**WHAT YOU SHOULD DO:**
All the lines below need to be transcribed exactly. Pictures get left out.

——

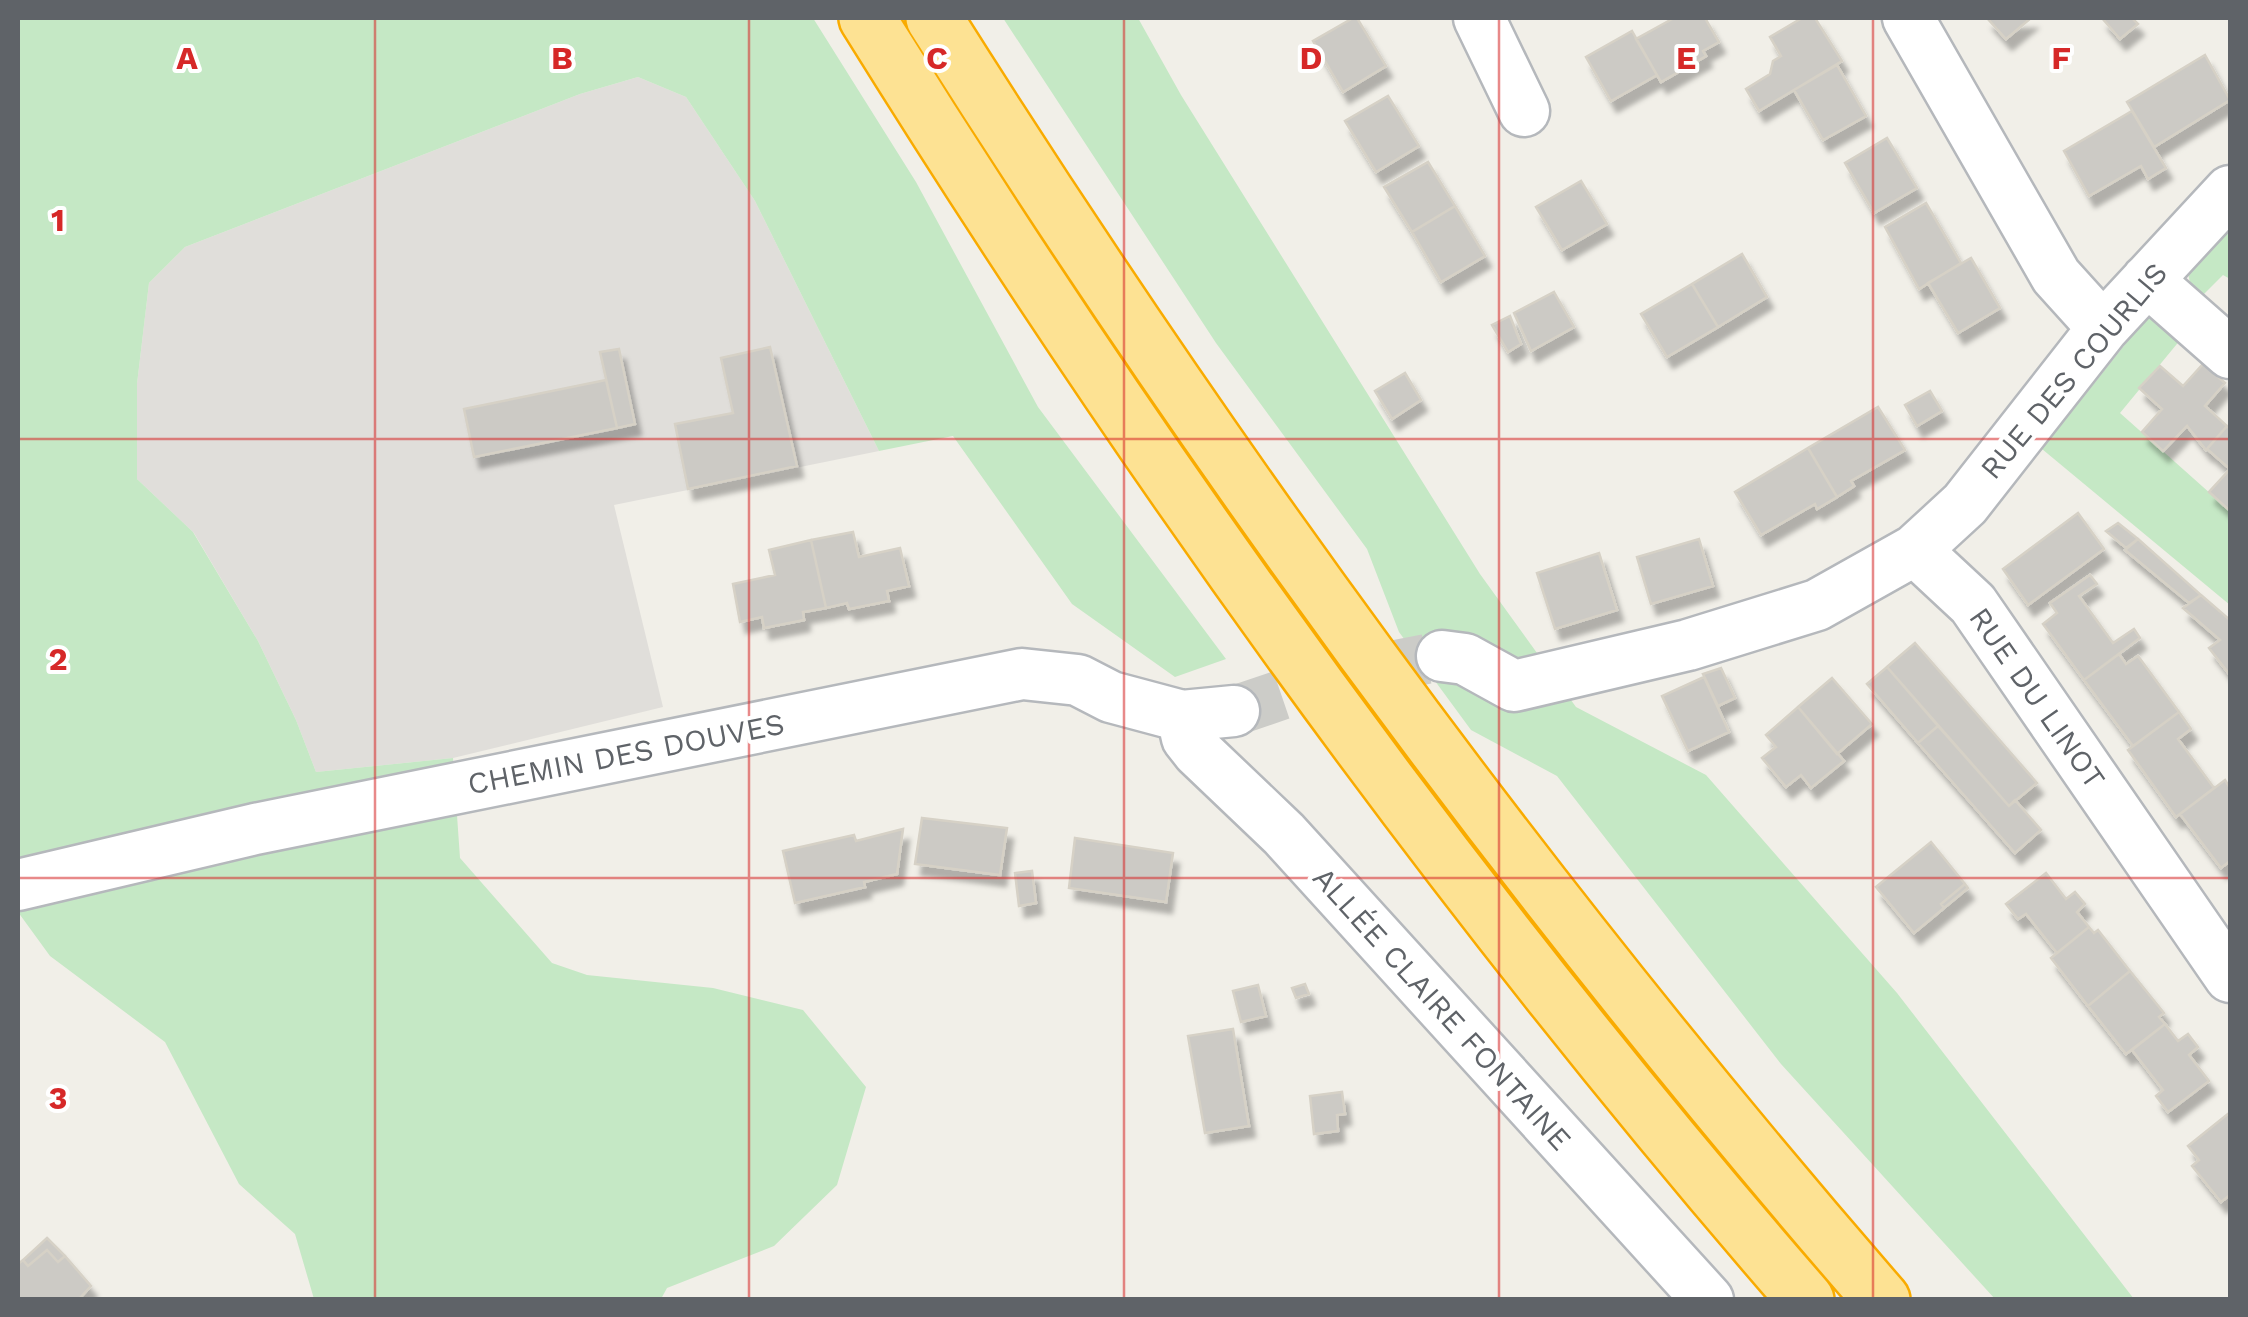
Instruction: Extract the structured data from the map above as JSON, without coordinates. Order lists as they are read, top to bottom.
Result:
{
  "streets": {
    "street": [
      "RUE DES COURLIS",
      "RUE DU LINOT",
      "CHEMIN DES DOUVES",
      "ALLÉE CLAIRE FONTAINE"
    ]
  },
  "crossings": [
    ["RUE DES COURLIS", "RUE DU LINOT"],
    ["CHEMIN DES DOUVES", "ALLÉE CLAIRE FONTAINE"]
  ],
  "grid": {
    "columns": [
      "A",
      "B",
      "C",
      "D",
      "E",
      "F"
    ],
    "rows": ["1", "2", "3"]
  }
}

——

**ANSWER BOX:**
Instruction: Extract the structured data from the map above as JSON, without coordinates. Order lists as they are read, top to bottom.
Result:
{
  "streets": {
    "street": [
      "RUE DES COURLIS",
      "RUE DU LINOT",
      "CHEMIN DES DOUVES",
      "ALLÉE CLAIRE FONTAINE"
    ]
  },
  "crossings": [
    ["RUE DES COURLIS", "RUE DU LINOT"],
    ["CHEMIN DES DOUVES", "ALLÉE CLAIRE FONTAINE"]
  ],
  "grid": {
    "columns": [
      "A",
      "B",
      "C",
      "D",
      "E",
      "F"
    ],
    "rows": ["1", "2", "3"]
  }
}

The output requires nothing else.